En l’espèce, les fonds recueillis seront donc placés sous séquestre à compter de l’émission des jetons pour la durée de l’opération et sur un compte bancaire dédié, à Monaco. Les fonds seront transférés au porteur du projet uniquement si l’ensemble des conditions afférentes sont remplies. Cela permettra notamment d’éviter les levées de fonds frauduleuses.
Cette levée de fonds devra être réalisée par l’intermédiaire d’une plateforme numérique autorisée et validée par l’Etat monégasque. Cette dernière devra être basée sur un registre partagée (blockchain) et permettre l’identification de l’émetteur et des investisseurs en conformité avec les normes KYC – AML (Know Your Customer / Anti-Money Laundering).
Le contrôle par l’Etat monégasque de cette plateforme octroiera plus de confiance de la part des investisseurs. Autrement dit, une adéquation entre la crédibilité des porteurs du projet et la conformité des investisseurs.
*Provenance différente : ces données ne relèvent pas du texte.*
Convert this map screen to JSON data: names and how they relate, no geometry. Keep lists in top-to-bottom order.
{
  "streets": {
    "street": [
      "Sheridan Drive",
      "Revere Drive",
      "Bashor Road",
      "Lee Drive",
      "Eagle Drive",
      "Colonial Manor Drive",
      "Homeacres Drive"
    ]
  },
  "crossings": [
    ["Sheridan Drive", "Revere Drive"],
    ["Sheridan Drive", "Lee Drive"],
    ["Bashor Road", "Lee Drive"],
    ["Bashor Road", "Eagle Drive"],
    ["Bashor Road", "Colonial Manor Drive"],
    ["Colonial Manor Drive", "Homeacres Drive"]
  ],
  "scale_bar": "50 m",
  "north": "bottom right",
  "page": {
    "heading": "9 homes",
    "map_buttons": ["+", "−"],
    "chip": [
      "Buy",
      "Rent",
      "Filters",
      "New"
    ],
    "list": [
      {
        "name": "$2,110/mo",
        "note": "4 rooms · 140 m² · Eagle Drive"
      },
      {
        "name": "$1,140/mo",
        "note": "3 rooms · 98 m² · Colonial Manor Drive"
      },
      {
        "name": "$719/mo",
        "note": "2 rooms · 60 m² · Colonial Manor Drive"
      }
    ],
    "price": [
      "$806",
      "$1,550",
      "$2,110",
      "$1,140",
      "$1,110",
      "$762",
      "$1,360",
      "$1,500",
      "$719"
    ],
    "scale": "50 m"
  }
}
Une fois les projets sélectionnés et approuvés par le Gouvernement, la société Tokeny, notamment, lancera la plateforme de Tokénisation.
Le système de tokénisation sera basé sur la norme ERC20 d’Ethereum (plus d’infos ici). Les jetons seront compatibles avec tous les portefeuilles Ethereum.
Ces avancées permettront donc :
- Augmenter la liquidité des tokens
- Pallier à l’absence de marché boursier monégasque
- Attirer de nouveaux investisseurs en Principauté et y augmenter les actifs détenus
Technologie encore récente et en constante évolution, la Blockchain regorge d’applications infinies et n’a de cesse d’intéresser entrepreneurs et investisseurs.
Monaco se voulant avant-gardiste a bien conscience de l’enjeu afférent à cette technologie. La Principauté met donc en oeuvre des moyens considérables (juridiques, financiers et économiques) pour attirer des projets liés.
Cette dernière lui permettra d’inscrire son pays parmi les leaders du marché et attirer ainsi de nouveaux métiers à forte valeur ajoutée, investisseurs, et entrepreneurs.
1 commentaire
VILOTTA · avril 29, 2021 à 11:21
Super ! Bravo pour cet article riche en argumentation. Je reste dans l’attente d’un article sur le développement d’entreprise au sein de la communauté monégasque. Belle journée.